Langarica and the Jewish Family Service, an agency that shelters migrants and helps them with the asylum process, have filed a complaint with the Department of Homeland Security’s Office of Inspector General.
They are asking that the Border Patrol change its policies when dealing with pregnant women. They want agents to immediately send the women to hospitals for medical evaluations and if possible, release them to relatives and/or agencies willing to help.
“This is a policy that we had in place not too long ago,” said Langarica.
According to Langarica, after giving birth, Ana was finally taken to a hospital, but two days later was back in custody and forced to stay in a cold room with her newborn daughter.
Four days after giving birth, Ana was taken to Jewish Family Service where she was finally able to take a shower according to Kate Clark, an executive with Jewish Family Service.
Ana and her family, who are from Guatemala, are reportedly with relatives somewhere in the United States.
The Border Patrol issued a statement where “it strongly disagrees with the unsubstantiated allegations,”
Below is the agency’s full statement:
“After reading over the April 8th administrative complaint from the ACLU and JFS of San Diego, U.S. Customs and Border Protection (CBP) strongly disagrees with the unsubstantiated allegations against our agents.
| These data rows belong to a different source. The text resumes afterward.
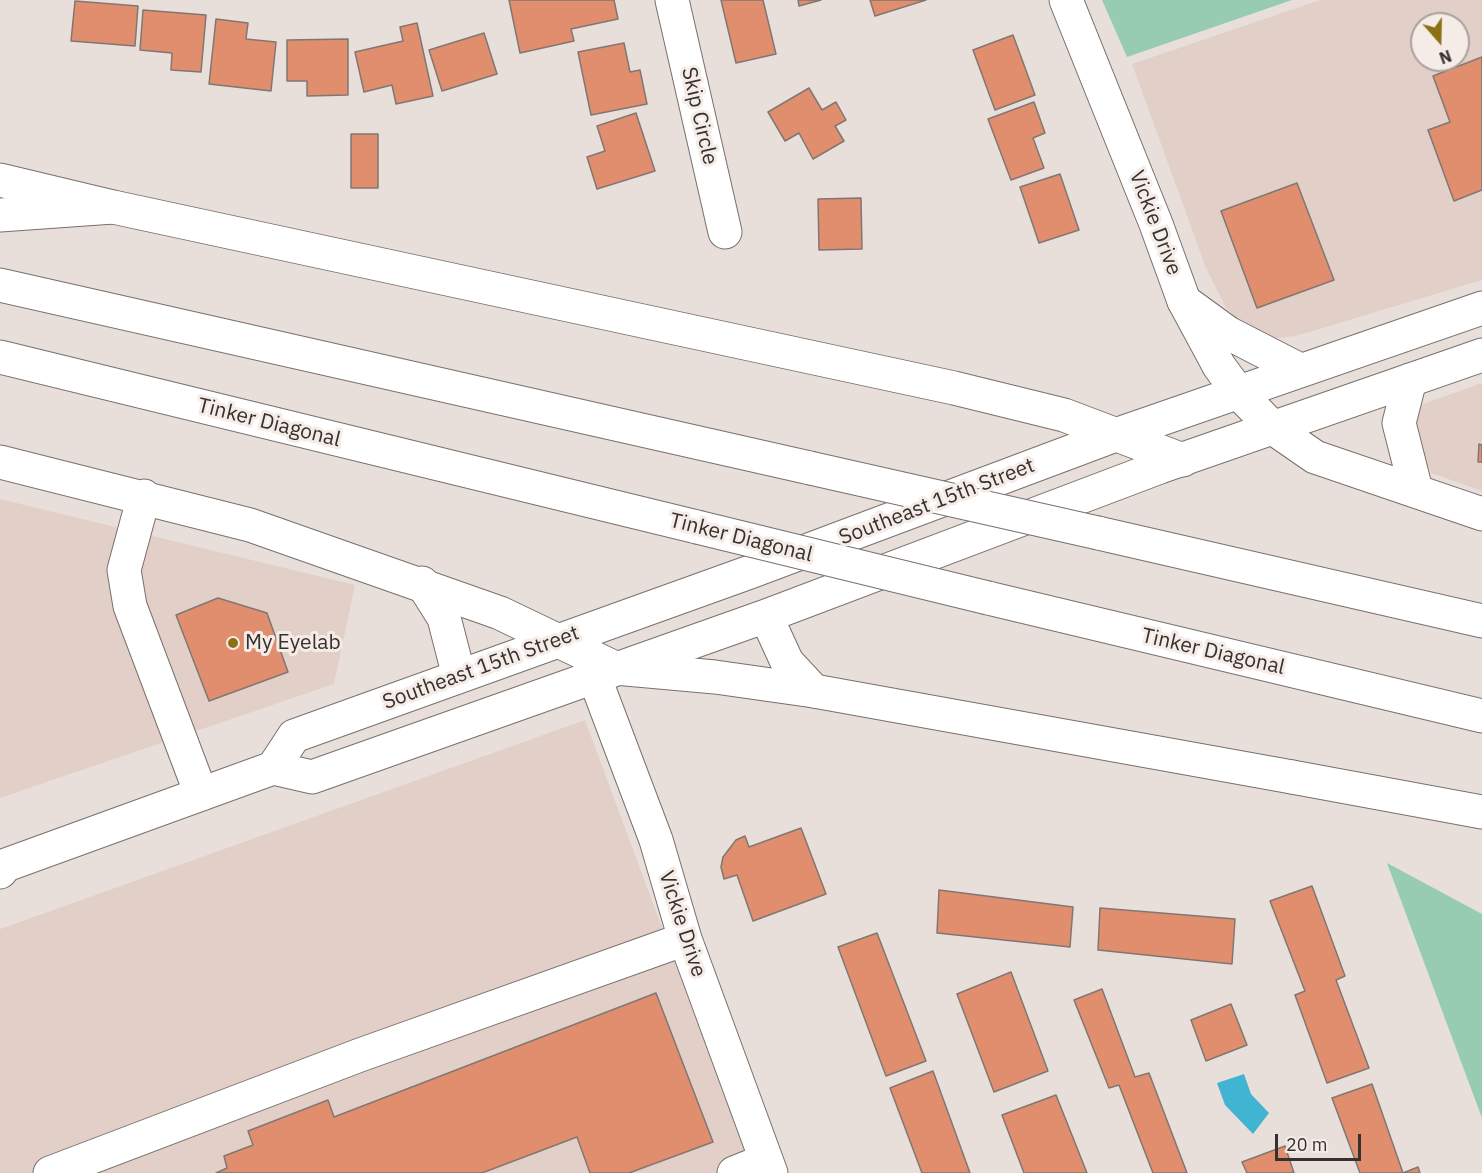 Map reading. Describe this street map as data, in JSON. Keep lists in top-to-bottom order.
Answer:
{
  "streets": {
    "main road": [
      "Skip Circle",
      "Vickie Drive",
      "Tinker Diagonal",
      "Southeast 15th Street"
    ]
  },
  "crossings": [
    ["Vickie Drive", "Southeast 15th Street"]
  ],
  "places": ["My Eyelab"],
  "scale_bar": "20 m",
  "north": "bottom"
}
CBP treats those in our custody with dignity and respect and provides multiple avenues to report any misconduct. We take all allegations seriously and investigate all formal complaints. U.S. Border Patrol agents are expected to adhere to our policies and procedures, including those outlined in our National Standards on Transportation, Escort, Detention and Search. The allegations do not equate to what we know to be common practice at our facilities.
According to internal records, the woman was undergoing a medical assessment as part of initial processing when medical professionals identified that she was in labor. They quickly mobilized to successfully deliver her baby. Emergency medical services arrived soon after to transport the mother and baby to a local hospital for further medical care. A Border Patrol agent accompanied them to the hospital, as all individuals in CBP custody remain our responsibility at all times. Based on this available information, CBP supports what appear to be nothing short of heroic actions of medical personnel and agents on scene and welcomes the response of DHS OIG.
The complaint alleges “extremely cold temperatures in Chula Vista Station. We refer you to the
National Standards on Transportation, Escort, Detention and Search, “Temperature Controls: When it is within CBP control, oﬃcers/agents should maintain hold room temperature within a reasonable and comfortable range for both detainees and oﬃcers/agents. Under no circumstances will oﬃcers/agents use temperature controls in a punitive manner.”